Sebelius wants Levinson to investigate how contractors were selected, how they performed and how HHS staff oversaw the construction of the federal marketplace and its HealthCare.gov portal. The department will take action on Levinson’s findings, she said.
To address concerns about security shortcomings and the safety of consumers’ personal information, Sebelius has asked Marilyn Tavenner, administrator for the Centers for Medicare and Medicaid Services, to create a new chief risk officer position within the agency.
The risk officer’s first task will be to identify problems with the website launch.
Sebelius also has called for more training for CMS employees in IT procurement and project management.
Asked by Commerce Committee Chairman Fred Upton, R-Mich., whether she would have delayed the site launch based on the information she now has, Sebelius said she’s “not sure what the right answer is.”
“I would have probably done a slower launch, maybe with fewer people, and done some additional beta testing” to make sure the system was operational, she said.
The federal health secretary testified that HHS has paid $319 million of the $677 million in IT costs to set up the online insurance marketplace.

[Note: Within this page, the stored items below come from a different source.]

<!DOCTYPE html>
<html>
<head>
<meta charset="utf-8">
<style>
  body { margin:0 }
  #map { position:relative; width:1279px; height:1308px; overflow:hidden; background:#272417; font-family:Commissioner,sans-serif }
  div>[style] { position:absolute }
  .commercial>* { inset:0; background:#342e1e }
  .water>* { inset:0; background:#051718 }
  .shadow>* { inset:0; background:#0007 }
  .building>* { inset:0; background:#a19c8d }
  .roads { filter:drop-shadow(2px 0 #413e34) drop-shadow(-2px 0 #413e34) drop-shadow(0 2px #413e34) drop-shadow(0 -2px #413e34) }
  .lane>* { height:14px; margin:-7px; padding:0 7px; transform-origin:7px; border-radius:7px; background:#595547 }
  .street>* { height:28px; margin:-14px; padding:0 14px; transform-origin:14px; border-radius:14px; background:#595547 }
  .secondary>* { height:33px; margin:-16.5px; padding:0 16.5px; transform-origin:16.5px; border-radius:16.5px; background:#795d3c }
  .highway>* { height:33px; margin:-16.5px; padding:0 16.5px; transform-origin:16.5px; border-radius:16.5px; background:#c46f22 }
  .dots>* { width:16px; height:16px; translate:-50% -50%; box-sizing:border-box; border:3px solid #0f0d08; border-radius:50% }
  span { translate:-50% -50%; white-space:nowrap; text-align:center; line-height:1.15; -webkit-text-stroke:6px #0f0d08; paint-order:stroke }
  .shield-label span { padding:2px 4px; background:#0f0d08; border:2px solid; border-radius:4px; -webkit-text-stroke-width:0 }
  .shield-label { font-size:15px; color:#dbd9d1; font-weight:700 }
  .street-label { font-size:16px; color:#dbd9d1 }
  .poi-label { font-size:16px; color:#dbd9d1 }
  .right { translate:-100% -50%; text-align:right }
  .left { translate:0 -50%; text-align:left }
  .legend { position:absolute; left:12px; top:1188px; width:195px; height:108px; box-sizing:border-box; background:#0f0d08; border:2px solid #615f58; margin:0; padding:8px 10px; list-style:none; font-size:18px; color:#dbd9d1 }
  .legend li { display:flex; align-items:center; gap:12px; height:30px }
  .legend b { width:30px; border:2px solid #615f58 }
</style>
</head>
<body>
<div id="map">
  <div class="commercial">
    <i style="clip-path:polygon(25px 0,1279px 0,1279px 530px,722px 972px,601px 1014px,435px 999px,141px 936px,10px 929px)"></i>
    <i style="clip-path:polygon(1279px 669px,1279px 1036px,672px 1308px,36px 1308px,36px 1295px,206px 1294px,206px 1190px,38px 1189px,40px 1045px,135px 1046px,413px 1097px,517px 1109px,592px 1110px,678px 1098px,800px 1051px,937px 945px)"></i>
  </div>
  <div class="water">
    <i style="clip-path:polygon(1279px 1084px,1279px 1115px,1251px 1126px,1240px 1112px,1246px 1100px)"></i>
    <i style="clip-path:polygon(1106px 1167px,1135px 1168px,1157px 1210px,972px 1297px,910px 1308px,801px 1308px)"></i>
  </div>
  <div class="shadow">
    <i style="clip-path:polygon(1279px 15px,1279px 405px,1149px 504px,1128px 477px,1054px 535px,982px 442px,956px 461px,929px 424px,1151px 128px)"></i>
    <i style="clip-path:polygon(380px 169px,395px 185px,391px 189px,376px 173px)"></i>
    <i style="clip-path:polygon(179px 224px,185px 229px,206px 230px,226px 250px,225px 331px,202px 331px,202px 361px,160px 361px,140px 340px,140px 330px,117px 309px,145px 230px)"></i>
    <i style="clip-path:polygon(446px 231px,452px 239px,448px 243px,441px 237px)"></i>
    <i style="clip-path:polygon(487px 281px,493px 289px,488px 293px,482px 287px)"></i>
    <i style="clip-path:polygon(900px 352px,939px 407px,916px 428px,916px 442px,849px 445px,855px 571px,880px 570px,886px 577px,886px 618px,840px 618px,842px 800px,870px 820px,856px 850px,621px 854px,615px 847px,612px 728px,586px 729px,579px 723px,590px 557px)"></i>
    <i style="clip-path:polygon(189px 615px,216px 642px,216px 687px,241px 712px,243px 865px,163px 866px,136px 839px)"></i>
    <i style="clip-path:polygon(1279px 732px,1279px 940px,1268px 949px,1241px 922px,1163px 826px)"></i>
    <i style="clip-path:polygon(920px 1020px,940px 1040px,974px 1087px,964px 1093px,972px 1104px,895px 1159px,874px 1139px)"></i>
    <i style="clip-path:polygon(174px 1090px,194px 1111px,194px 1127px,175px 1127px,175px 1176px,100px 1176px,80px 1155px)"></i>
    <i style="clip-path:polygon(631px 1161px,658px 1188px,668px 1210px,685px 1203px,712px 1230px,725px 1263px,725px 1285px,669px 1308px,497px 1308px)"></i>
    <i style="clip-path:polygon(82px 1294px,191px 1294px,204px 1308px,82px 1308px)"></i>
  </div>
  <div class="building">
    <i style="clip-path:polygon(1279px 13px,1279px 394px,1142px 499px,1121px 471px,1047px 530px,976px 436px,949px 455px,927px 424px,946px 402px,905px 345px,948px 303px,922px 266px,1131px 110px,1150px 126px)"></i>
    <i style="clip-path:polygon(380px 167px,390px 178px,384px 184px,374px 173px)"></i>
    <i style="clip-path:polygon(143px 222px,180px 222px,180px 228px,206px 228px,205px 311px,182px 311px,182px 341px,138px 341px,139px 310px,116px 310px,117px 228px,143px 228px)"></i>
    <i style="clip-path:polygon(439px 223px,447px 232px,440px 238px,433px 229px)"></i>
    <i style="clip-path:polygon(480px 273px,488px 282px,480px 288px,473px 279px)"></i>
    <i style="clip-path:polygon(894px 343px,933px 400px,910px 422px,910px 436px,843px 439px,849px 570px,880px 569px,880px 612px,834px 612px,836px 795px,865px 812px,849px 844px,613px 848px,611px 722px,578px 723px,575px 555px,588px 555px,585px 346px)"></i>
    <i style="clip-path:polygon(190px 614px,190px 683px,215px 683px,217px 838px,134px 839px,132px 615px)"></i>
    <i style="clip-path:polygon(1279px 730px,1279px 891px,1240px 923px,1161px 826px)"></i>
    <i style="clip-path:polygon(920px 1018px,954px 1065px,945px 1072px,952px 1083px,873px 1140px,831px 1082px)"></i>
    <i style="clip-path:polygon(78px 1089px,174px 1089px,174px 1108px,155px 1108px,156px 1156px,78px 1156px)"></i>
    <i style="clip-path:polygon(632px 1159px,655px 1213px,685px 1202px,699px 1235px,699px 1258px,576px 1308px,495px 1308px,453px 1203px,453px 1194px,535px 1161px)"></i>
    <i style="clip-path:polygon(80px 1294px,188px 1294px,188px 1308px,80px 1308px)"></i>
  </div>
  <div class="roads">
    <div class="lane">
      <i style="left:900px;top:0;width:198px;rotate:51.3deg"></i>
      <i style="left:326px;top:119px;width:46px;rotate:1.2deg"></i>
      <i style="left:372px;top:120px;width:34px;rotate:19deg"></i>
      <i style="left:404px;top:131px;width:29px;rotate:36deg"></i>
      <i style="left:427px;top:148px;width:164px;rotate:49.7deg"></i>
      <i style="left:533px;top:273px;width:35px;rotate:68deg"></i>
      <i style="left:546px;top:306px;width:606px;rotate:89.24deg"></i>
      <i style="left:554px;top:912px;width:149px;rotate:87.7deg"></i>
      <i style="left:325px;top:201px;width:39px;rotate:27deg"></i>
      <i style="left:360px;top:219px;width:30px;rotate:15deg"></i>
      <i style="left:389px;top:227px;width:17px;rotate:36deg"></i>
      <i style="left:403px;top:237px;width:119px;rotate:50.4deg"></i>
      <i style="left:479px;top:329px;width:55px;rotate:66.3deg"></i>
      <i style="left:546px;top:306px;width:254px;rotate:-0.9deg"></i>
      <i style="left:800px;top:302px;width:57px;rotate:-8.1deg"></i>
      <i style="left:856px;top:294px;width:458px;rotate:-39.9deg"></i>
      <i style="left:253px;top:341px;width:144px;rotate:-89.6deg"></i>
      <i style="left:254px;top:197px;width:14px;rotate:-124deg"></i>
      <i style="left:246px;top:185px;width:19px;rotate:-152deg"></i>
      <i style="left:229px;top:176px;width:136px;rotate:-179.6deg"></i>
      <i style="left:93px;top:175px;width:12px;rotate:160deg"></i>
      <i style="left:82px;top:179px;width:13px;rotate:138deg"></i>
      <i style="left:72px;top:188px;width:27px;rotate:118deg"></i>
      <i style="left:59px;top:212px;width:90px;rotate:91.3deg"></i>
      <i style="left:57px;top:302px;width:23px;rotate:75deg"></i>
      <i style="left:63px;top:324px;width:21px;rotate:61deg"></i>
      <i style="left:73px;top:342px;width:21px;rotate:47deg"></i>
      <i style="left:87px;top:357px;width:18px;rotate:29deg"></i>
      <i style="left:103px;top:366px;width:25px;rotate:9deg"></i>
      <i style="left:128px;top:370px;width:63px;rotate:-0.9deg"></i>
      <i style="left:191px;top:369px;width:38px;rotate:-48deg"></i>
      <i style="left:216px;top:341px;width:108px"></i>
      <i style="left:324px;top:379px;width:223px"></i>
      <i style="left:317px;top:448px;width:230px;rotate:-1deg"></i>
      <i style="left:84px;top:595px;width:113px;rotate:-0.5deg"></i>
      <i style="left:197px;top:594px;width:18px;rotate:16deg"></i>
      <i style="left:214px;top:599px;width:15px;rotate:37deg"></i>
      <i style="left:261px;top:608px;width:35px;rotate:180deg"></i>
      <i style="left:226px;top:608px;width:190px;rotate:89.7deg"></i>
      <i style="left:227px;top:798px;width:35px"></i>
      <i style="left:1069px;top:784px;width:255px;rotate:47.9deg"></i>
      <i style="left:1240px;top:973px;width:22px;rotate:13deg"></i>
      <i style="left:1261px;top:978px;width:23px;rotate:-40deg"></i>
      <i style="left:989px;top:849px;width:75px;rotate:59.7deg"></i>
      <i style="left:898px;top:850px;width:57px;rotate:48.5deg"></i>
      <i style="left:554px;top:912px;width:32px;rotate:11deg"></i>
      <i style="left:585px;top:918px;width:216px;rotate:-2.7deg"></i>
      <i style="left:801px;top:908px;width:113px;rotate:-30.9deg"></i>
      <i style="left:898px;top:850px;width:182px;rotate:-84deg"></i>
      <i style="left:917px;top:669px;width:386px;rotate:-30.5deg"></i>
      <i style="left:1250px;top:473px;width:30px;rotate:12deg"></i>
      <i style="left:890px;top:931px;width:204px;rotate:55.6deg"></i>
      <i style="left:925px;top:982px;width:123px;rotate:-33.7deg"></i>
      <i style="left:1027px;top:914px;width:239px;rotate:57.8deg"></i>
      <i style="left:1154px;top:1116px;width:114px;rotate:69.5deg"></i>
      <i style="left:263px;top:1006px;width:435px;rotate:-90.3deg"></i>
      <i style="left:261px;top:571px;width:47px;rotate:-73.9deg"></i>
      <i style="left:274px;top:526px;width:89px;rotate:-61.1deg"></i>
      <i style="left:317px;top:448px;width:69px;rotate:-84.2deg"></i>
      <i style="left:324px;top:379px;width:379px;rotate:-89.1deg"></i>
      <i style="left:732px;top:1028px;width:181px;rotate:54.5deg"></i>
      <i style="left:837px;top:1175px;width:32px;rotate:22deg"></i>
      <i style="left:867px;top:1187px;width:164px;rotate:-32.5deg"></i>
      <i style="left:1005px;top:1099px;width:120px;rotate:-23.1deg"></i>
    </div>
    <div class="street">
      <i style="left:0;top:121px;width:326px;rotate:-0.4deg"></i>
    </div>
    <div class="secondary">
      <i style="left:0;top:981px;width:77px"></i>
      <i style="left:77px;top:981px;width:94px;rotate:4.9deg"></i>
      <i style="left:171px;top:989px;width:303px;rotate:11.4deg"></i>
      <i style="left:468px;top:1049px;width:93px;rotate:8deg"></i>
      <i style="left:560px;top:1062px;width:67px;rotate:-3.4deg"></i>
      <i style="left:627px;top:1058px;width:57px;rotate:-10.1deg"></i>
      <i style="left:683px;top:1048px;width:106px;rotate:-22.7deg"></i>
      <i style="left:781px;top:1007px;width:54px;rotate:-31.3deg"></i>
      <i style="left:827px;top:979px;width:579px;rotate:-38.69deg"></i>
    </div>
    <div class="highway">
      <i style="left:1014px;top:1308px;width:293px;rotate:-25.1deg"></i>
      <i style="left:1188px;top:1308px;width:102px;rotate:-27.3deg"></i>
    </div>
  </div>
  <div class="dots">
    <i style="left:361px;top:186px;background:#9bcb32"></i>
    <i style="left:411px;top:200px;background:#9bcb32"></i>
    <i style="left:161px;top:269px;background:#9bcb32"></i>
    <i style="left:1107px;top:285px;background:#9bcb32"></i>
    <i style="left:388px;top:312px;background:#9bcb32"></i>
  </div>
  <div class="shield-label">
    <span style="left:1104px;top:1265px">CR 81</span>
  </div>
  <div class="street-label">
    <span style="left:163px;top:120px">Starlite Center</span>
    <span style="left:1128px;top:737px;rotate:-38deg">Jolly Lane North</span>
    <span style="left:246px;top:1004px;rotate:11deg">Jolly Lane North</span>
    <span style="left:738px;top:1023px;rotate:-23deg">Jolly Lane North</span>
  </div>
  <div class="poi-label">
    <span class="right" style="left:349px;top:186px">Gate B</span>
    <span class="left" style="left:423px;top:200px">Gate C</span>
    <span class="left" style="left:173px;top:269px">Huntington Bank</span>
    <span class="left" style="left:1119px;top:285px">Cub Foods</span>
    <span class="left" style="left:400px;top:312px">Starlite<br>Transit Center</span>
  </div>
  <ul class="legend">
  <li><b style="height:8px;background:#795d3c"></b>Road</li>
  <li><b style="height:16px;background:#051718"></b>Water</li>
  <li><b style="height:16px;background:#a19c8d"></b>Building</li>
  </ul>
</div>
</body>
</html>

Even before the website troubles, Sebelius’ appearances before House committees, which are controlled by Republicans, have never been love fests. On Wednesday, after Rep. Henry Waxman, D-Calif., appealed to subcommittee members for “more respectful treatment” of the secretary, Rep. John Shimkus, R-Ill, sarcastically said, “I’m going to try to be nice and polite and kind.”
But his questioning quickly turned harsh after he challenged the accuracy of the latest figures showing 365,000 new federal and state marketplace enrollees.
Shimkus said the number was “fraudulent” because it wasn’t clear how many of the new enrollees had actually paid for coverage. Sebelius pointed out that payments aren’t due until the end of December for coverage to begin on Jan. 1.
Shimkus then said Sebelius failed to keep a promise to provide him a list of health plans that cover abortion services. Sebelius said the information is on the federal website, but Shimkus repeatedly asked for the list, prompting a heated exchange in which he argued loudly with Sebelius and Rep. Frank Pallone, D-N.J., who defended the secretary.
In the end, Shimkus said questioning Sebelius is “like talking to the Republic of Korea or something.”